Neulich im Kino: Auf der Leinwand: Junge Menschen und alte Menschen, Männer und Frauen, mit und ohne Kopftuch, zu tausenden, zehntausenden auf den Straßen. Sie halten Plakate, schwenken Fahnen und Banner, singen, skandieren Parolen, fordern freie und faire Wahlen.

Ein Zeitzeuge berichtet: „Die ganze Welt, CNN, BBC, Al Jazeera, alle berichteten live von den Protesten. Nur im Nationalfernsehen waren stundenlang Tierfilme zu sehen. Dann ein Newsflash auf der Leinwand: Telefonleitungen werden gekappt, Internet- und SMS-Dienste blockiert.Dann Schüsse und undeutliche Bilder von Handy-Kameras.

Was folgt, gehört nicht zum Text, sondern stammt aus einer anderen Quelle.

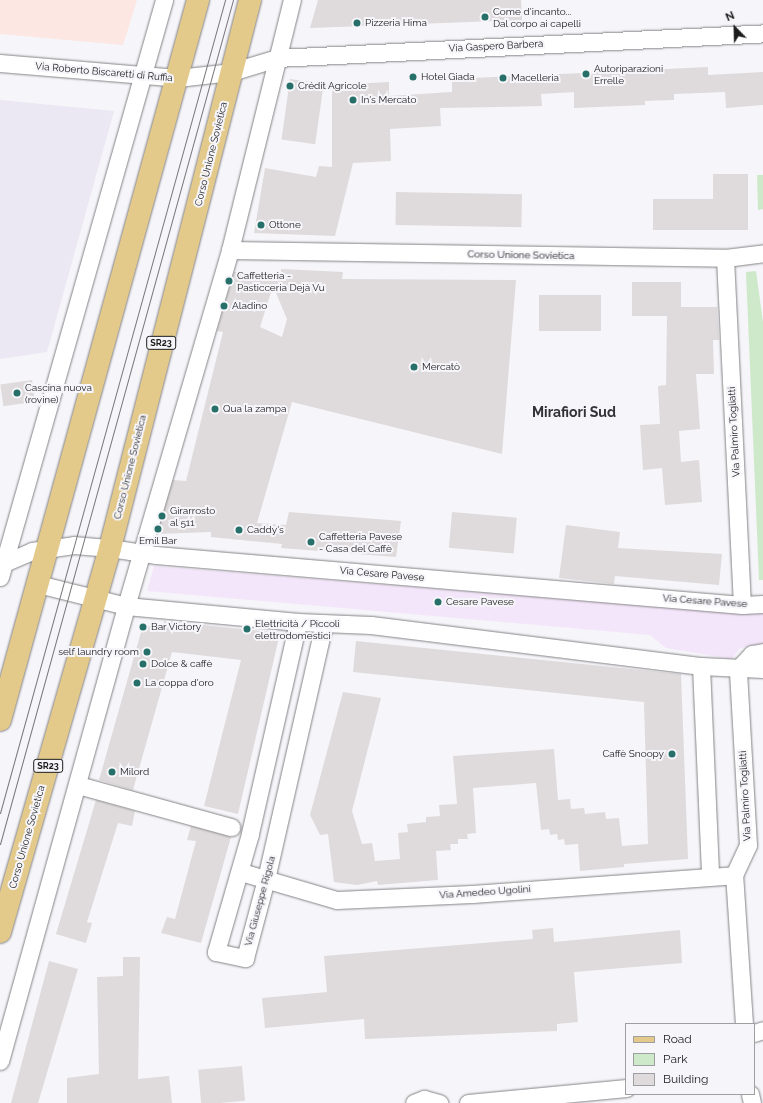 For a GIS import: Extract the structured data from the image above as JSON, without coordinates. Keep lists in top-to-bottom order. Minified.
{"streets":{"main road":["Corso Unione Sovietica","SR23"],"street":["Via Gaspero Barbera","Via Roberto Biscaretti di Ruffia","Via Palmiro Togliatti","Via Cesare Pavese","Via Amedeo Ugolini","Via Giuseppe Rigola"]},"crossings":[["Via Gaspero Barbera","Via Roberto Biscaretti di Ruffia"],["Via Gaspero Barbera","Corso Unione Sovietica"],["Via Roberto Biscaretti di Ruffia","Corso Unione Sovietica"],["Corso Unione Sovietica","Via Palmiro Togliatti"],["Corso Unione Sovietica","Via Cesare Pavese"],["Via Palmiro Togliatti","Via Cesare Pavese"],["Via Palmiro Togliatti","Via Amedeo Ugolini"],["Via Amedeo Ugolini","Via Giuseppe Rigola"]],"districts":["Mirafiori Sud"],"places":["Come d'incanto... Dal corpo ai capelli","Pizzeria Hima","Autoriparazioni Errelle","Hotel Giada","Macelleria","Crédit Agricole","In's Mercato","Ottone","Caffetteria - Pasticceria Dejà Vu","Aladino","Mercatò","Cascina nuova (rovine)","Qua la zampa","Girarrosto al 511","Emil Bar","Caddy's","Caffetteria Pavese - Casa del Caffè","Cesare Pavese","Bar Victory","Elettricità / Piccoli elettrodomestici","self laundry room","Dolce & caffè","La coppa d'oro","Caffè Snoopy","Milord"],"legend":["Road","Park","Building"],"north":"top left"}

Menschenmassen geraten aneinander, Rauchschwaden, Schreie, Sirenen, man sieht, wie verletzte Menschen von der Straße getragen werden.

Was mich in diesen ersten paar Minuten in meinem Kinosessel am meisten erschreckt, ist das Gefühl von Déjà-vu. Hatte ich nicht gerade vor ein paar Wochen genau diese Bilder wie gebannt verfolgt?
Aber nein, in dem Film, der da vor mir läuft, geht es nicht um Kairo, nicht um die ägyptische Revolution.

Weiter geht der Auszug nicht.